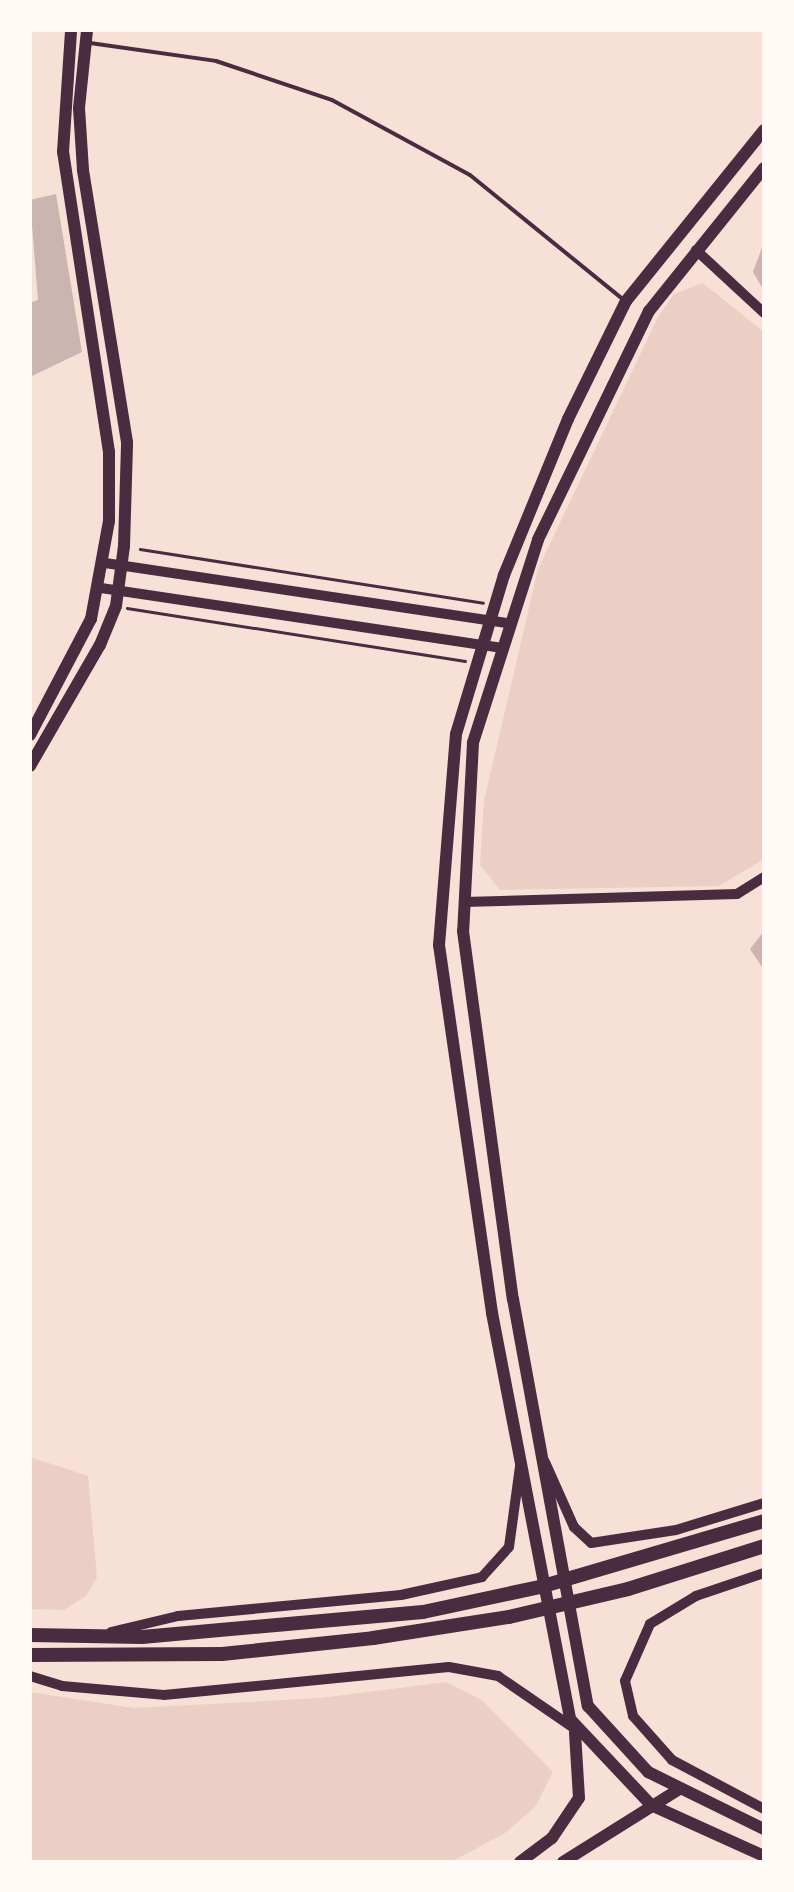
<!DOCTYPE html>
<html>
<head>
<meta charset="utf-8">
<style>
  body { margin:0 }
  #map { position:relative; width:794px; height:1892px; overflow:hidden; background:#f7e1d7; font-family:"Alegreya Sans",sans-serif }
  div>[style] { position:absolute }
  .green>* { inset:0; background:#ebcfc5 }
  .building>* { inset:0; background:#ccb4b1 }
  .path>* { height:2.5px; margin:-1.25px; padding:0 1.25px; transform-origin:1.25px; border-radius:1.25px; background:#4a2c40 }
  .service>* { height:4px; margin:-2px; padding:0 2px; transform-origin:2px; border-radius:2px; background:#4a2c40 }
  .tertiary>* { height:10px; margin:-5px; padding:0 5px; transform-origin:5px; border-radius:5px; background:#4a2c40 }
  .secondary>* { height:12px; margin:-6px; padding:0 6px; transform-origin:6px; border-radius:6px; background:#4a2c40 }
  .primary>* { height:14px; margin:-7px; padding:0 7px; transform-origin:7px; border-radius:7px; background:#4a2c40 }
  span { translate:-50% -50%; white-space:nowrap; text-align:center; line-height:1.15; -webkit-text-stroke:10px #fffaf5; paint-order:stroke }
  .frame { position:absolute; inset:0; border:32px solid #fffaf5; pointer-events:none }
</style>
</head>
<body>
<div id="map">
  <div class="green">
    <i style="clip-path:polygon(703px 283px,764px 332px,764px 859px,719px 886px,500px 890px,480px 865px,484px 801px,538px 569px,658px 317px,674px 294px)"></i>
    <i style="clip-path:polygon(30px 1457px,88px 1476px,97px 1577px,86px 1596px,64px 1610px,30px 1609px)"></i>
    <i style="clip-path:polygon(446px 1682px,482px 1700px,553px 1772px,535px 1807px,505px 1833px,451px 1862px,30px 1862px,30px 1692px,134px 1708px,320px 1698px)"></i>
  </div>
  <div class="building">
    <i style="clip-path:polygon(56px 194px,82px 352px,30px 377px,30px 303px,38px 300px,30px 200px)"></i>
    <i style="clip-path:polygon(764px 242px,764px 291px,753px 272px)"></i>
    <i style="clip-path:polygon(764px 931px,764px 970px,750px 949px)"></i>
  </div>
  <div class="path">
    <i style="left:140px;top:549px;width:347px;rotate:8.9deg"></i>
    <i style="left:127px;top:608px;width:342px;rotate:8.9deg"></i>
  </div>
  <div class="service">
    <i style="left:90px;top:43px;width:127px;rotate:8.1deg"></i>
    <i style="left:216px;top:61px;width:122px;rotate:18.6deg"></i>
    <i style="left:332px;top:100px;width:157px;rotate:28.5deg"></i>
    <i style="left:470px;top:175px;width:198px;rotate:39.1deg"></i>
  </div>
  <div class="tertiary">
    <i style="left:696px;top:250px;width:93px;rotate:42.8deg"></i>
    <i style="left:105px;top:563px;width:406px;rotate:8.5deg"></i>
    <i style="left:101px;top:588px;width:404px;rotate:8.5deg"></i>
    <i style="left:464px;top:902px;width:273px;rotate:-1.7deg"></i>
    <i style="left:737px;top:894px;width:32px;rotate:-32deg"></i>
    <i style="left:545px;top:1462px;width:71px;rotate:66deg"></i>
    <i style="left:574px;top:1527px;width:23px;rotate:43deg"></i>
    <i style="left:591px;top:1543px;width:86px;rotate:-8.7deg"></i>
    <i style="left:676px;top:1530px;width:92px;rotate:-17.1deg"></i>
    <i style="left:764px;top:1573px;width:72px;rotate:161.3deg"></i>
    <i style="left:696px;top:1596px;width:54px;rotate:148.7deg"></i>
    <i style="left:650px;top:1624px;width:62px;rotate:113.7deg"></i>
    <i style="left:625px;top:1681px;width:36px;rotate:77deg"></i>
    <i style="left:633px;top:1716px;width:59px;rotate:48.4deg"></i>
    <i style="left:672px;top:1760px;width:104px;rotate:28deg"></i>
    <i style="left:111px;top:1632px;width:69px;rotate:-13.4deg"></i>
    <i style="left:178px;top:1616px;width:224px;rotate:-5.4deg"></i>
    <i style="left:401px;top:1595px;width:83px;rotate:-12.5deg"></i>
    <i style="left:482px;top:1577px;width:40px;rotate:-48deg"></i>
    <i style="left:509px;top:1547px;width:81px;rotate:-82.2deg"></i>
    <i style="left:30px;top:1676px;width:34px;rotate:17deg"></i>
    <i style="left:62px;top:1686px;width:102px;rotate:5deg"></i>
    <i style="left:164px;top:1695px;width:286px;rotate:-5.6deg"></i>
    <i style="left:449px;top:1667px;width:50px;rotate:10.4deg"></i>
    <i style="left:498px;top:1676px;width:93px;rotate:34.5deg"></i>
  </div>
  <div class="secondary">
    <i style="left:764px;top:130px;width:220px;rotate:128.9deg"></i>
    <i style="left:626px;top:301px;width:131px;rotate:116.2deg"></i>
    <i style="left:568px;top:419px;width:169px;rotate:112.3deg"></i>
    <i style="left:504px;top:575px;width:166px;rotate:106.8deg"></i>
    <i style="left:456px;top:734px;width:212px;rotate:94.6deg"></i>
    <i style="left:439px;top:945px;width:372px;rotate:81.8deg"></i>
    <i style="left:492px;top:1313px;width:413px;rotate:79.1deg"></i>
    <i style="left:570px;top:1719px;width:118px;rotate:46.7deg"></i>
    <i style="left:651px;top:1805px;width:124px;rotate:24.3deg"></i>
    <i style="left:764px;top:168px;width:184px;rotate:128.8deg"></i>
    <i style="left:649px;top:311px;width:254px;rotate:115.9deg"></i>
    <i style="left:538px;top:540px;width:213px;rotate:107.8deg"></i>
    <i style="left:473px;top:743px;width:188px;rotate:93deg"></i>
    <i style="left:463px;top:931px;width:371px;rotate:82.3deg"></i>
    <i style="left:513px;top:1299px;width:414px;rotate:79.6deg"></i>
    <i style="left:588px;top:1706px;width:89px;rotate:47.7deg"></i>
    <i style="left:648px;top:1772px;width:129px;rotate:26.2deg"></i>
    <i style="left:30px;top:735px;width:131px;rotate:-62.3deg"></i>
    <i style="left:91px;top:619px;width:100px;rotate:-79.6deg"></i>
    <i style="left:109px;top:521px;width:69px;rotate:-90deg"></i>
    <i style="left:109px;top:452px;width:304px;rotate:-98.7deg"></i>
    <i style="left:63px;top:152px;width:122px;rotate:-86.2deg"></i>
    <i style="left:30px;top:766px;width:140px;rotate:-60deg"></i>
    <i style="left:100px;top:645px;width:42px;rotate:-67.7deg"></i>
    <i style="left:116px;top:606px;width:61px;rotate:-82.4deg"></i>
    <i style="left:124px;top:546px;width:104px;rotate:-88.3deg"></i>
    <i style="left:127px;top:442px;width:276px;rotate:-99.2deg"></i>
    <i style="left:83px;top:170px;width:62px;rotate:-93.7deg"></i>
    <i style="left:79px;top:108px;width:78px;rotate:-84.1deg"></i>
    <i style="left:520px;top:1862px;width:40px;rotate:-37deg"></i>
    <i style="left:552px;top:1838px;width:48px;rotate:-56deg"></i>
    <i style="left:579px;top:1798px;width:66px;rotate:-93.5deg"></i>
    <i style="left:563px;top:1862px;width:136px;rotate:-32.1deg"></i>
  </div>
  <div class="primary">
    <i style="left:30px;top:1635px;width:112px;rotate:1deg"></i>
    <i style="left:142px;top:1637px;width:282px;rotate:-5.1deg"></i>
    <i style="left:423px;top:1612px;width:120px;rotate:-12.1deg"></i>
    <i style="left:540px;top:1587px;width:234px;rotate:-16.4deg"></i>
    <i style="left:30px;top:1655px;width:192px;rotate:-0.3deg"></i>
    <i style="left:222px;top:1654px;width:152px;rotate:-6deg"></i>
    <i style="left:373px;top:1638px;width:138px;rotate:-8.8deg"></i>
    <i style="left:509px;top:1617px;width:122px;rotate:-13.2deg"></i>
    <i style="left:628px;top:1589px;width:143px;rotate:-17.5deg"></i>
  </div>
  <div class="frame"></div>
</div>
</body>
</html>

* Exercise description: Starting at the line with "position:relative; width:794px; height:1892px;" and ending at the line with "height:4px; margin:-2px; padding:0", print each line of the listing above exactly, with no other lines.

* Solution below:
  #map { position:relative; width:794px; height:1892px; overflow:hidden; background:#f7e1d7; font-family:"Alegreya Sans",sans-serif }
  div>[style] { position:absolute }
  .green>* { inset:0; background:#ebcfc5 }
  .building>* { inset:0; background:#ccb4b1 }
  .path>* { height:2.5px; margin:-1.25px; padding:0 1.25px; transform-origin:1.25px; border-radius:1.25px; background:#4a2c40 }
  .service>* { height:4px; margin:-2px; padding:0 2px; transform-origin:2px; border-radius:2px; background:#4a2c40 }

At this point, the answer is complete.